- Created by: William Blinn Jerry Thorpe
- Starring: Clu Gulager Lory Walsh Shawn Stevens Sean Marshall Randi Kiger Keith Mitchell
- Theme music composer: John Rubinstein
- Composers: Fred Werner John Beal
- Country of origin: United States
- Original language: English
- No. of seasons: 1
- No. of episodes: 6 + 1 television film

Production
- Producers: Jerry Thorpe William Blinn
- Running time: 60 minutes
- Production companies: Blinn/Thorpe Productions Viacom Productions

Original release
- Network: ABC
- Release: March 27 – May 18, 1979

= The MacKenzies of Paradise Cove =

The MacKenzies of Paradise Cove (also known as Wonderland Cove) is an American six-episode drama miniseries which aired on ABC during the 1978–79 season from March 27 to May 18, 1979, following a television film pilot titled Stickin' Together that aired earlier in 1978.

== Plot ==
The series, set in Honolulu, follows the adventures of Bridget, Kevin, Michael, Celia and Timothy MacKenzie, five orphaned children ranging in age from 7 to 17 who, in an attempt to remain a family after their parents' death in a sailing accident, adopt Cuda Weber – a reluctant seagoing fisherman – as their unofficial guardian so that authorities will not split them up.

== Cast ==
- Clu Gulager as Cuda Weber, a free-spirited fisherman who becomes a guardian to the MacKenzie kids
- Lory Walsh as Bridget MacKenzie, the eldest daughter (17) and Kevin's twin sister
- Shawn Stevens as Kevin MacKenzie, the eldest son (17) and Bridget's twin brother
- Sean Marshall as Michael MacKenzie, the third oldest child (14)
- Randi Kiger as Celia MacKenzie, the fourth child (12)
- Keith Mitchell as Timothy MacKenzie, the youngest child at 7
- Harry Chang as Barney, Cuda's friend
- Moe Keale as "Big Ben" Kalikini, Cuda's friend
- Sean Tyler Hall as “Little Ben Kalikini, the neighbor friend

== Episodes ==

| No. | Title | Directed by | Written by | Original release date | Prod. code |
| — | Stickin' Together | Jerry Thorpe | William Blinn | April 14, 1978 | — |
78-minute pilot film: After their parents are lost at sea in a sailing accident, the five MacKenzie children (Bridget, Kevin, Michael, Celia and Timothy) ranging in age from 7 to 17, attempt to foil the authorities and stay together as a family.
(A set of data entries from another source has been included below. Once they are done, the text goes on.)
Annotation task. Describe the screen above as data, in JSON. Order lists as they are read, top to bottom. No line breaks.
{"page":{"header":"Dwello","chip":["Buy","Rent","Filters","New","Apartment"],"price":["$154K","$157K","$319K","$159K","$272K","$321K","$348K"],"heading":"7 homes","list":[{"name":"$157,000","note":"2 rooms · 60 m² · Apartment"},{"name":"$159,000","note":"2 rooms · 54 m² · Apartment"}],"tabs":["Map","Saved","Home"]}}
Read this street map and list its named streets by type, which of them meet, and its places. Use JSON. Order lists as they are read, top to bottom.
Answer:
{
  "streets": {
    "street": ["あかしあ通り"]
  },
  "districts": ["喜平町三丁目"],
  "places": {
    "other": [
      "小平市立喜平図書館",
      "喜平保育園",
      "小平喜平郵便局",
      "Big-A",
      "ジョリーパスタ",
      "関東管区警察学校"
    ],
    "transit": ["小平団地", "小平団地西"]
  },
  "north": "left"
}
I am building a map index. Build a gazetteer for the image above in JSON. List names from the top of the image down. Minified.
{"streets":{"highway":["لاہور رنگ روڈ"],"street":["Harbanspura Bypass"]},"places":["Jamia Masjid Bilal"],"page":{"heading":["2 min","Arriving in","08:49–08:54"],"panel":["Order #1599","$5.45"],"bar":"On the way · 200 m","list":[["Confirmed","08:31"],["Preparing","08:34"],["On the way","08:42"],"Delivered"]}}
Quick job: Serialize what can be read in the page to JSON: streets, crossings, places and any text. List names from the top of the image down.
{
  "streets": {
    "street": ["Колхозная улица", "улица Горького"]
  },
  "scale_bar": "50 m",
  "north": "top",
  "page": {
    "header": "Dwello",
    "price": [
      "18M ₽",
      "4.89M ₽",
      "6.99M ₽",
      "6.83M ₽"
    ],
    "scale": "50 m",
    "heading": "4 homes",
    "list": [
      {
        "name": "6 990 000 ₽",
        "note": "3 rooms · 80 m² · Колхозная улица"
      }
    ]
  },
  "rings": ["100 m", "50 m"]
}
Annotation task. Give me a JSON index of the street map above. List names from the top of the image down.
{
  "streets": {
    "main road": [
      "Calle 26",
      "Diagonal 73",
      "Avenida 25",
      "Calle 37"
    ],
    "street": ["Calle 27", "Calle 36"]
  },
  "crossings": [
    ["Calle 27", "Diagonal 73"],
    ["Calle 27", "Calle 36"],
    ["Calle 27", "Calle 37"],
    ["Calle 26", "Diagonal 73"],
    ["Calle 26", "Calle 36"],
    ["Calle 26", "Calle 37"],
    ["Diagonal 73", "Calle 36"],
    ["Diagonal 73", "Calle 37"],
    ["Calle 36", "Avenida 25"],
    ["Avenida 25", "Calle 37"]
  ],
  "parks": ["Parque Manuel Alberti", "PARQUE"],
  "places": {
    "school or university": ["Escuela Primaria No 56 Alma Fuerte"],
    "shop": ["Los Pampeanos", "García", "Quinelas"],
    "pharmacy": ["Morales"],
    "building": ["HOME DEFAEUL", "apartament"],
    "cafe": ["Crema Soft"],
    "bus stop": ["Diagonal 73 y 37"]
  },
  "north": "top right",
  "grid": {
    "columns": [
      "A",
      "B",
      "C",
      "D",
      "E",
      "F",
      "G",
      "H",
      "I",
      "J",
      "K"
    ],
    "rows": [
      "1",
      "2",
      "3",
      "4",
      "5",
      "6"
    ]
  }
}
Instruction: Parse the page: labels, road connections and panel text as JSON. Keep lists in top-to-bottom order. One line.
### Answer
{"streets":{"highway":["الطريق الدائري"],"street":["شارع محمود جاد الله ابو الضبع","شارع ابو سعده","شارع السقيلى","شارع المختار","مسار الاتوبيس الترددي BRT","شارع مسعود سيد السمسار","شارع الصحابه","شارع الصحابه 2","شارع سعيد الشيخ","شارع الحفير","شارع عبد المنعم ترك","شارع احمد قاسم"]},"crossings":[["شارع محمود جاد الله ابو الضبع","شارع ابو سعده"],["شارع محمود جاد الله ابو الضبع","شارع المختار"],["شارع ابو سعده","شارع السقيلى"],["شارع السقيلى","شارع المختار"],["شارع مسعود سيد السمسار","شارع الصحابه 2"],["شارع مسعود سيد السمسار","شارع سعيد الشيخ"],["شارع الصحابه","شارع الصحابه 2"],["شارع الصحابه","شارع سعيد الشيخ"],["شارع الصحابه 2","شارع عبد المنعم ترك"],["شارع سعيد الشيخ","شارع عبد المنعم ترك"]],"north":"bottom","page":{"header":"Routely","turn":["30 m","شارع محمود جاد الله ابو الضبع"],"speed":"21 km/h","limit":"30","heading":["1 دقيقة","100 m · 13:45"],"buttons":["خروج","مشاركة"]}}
After they persuade a commercial fisherman named Cuda Weber to represent them as their uncle and unofficial guardian, the Mackenzie kids take to the high seas for a new life of high spirited adventure in exotic and sometimes dangerous new places.
| 1 | "Bridget's Romance" | Unknown | Steven Hensley and J. Miyoko Hensley | March 27, 1979 | 7801 |
Drastic action seems called for when Cuda is convinced that Bridget has fallen in love with a married man.
| 2 | "Last of the Red Hot Luaus" | Harry Harris | Leah Markus | April 4, 1979 | 7802 |
Bridget learns that having a "bossy-older-sister" routine has devastating results when the younger MacKenzies, who are helping her stage a big money-making luau for a reunion of former paratroopers, decide to mutiny at the last minute. Guest stars: Howard McGillin, Robert Donner, Gregory Walcott
| 3 | "Crate Expectations" | Jerry Thorpe | Steven Hensley and J. Miyoko Hensley | April 11, 1979 | 7803 |
The MacKenzie kids desperately try to raise enough money so they can claim a large sealed crate (although they don't know what it contains) which may represent the last known link to their missing parents. Guest Stars: William Cort, Michael McManus, Doug Mossman
| 4 | "The Little People" | Jerry Thorpe | Robert Van Scoyk | April 27, 1979 | 7804 |
Timothy runs away to the mountains to find the Menehune, the little people of Hawaiian legend, in hopes that they can tell him where his parents are. Guest stars: Melendy Britt, Herb Edelman
| 5 | "A Debt in the Family" | Jerry Thorpe | Unknown | May 4, 1979 | 7805 |
Cuda's romantic luck doesn't carry over when he needs money to save his home from tax foreclosure, so the MacKenzie kids enter him in a cutthroat poker game. Guest stars: Julie Cobb, Seth Sakai
| 6 | "The Agony of Victory, the Joy of Defeat" | Harry Harris | Parke Perine | May 18, 1979 | 7806 |
The MacKenzie kids are upset when they discover Cuda making a foolish bet with his fishing-boat rival Big Jim on the outcome of a race between Michael and Big Jim's son. Guest stars: Herb Edelman, Tony Becker

==Home media release==
In 1986, the series' 78-minute pilot film was released on videocassette under the title Wonderland Cove by Prism Entertainment.